Records –
● ● ● ● ● ● ●
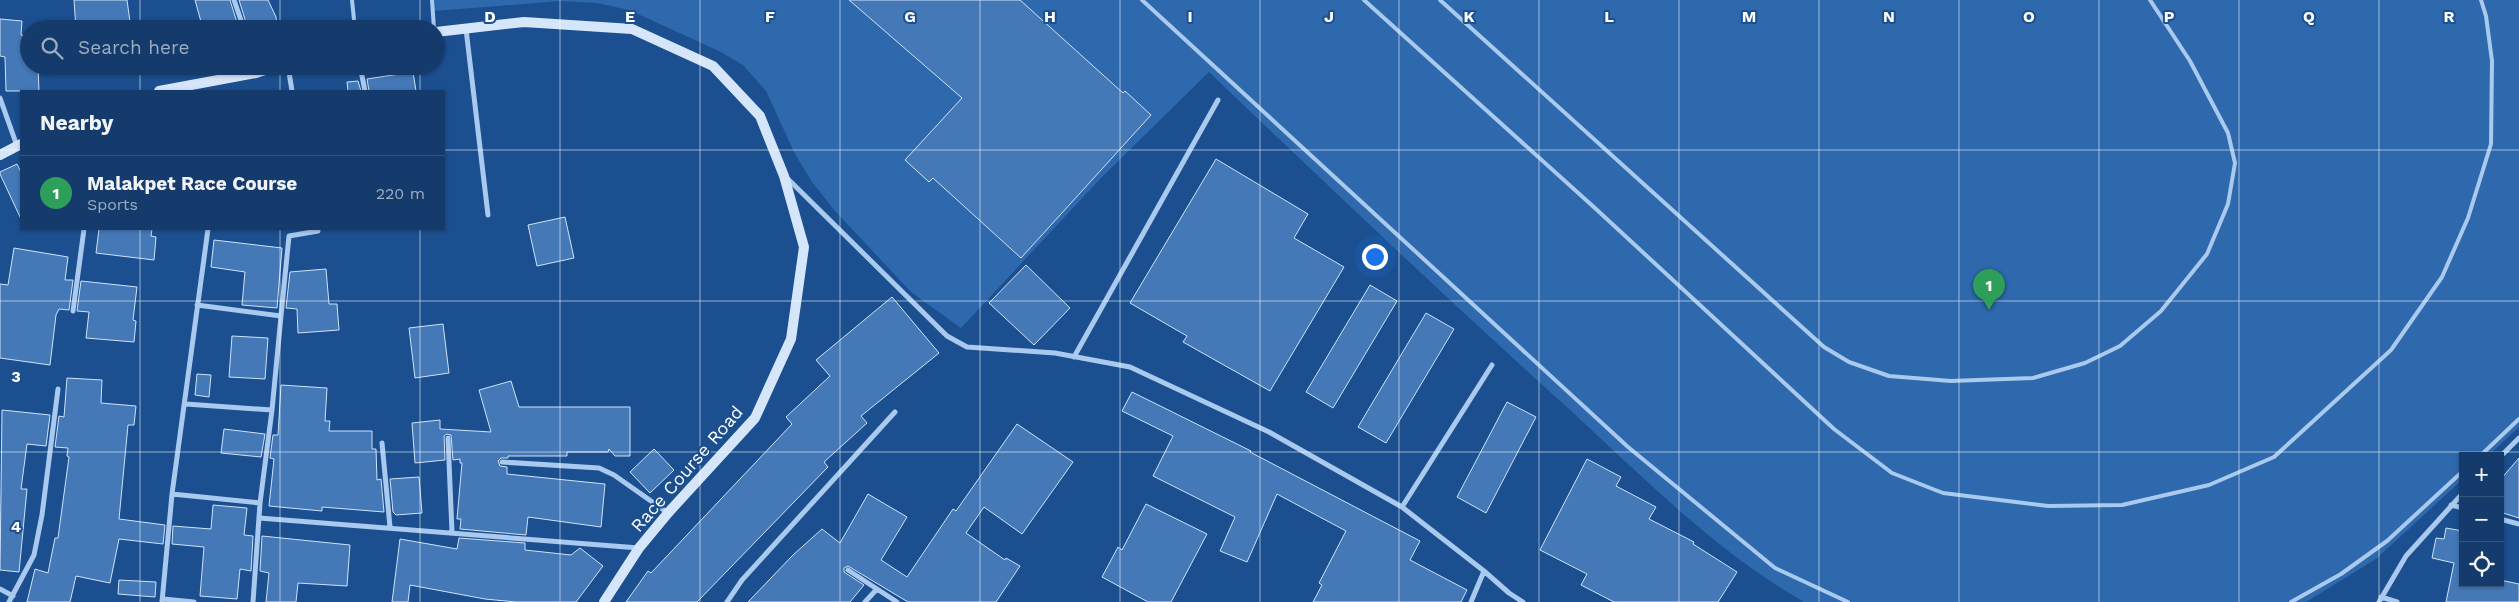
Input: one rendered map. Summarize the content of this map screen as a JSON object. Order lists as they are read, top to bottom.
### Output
{
  "streets": {
    "street": ["Race Course Road"]
  },
  "page": {
    "search": "Search here",
    "heading": "Nearby",
    "list": [
      {
        "mark": "1",
        "name": "Malakpet Race Course",
        "note": "Sports",
        "value": "220 m"
      }
    ],
    "pins": "1",
    "map_buttons": ["+", "−"]
  },
  "grid": {
    "columns": [
      "D",
      "E",
      "F",
      "G",
      "H",
      "I",
      "J",
      "K",
      "L",
      "M",
      "N",
      "O",
      "P",
      "Q",
      "R"
    ],
    "rows": ["3", "4"]
  }
}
● ● ● ● ● ● ●
Exercise prompt – Repeat the lines above exactly, and keep every picture out.

The answer –
Input: one rendered map. Summarize the content of this map screen as a JSON object. Order lists as they are read, top to bottom.
### Output
{
  "streets": {
    "street": ["Race Course Road"]
  },
  "page": {
    "search": "Search here",
    "heading": "Nearby",
    "list": [
      {
        "mark": "1",
        "name": "Malakpet Race Course",
        "note": "Sports",
        "value": "220 m"
      }
    ],
    "pins": "1",
    "map_buttons": ["+", "−"]
  },
  "grid": {
    "columns": [
      "D",
      "E",
      "F",
      "G",
      "H",
      "I",
      "J",
      "K",
      "L",
      "M",
      "N",
      "O",
      "P",
      "Q",
      "R"
    ],
    "rows": ["3", "4"]
  }
}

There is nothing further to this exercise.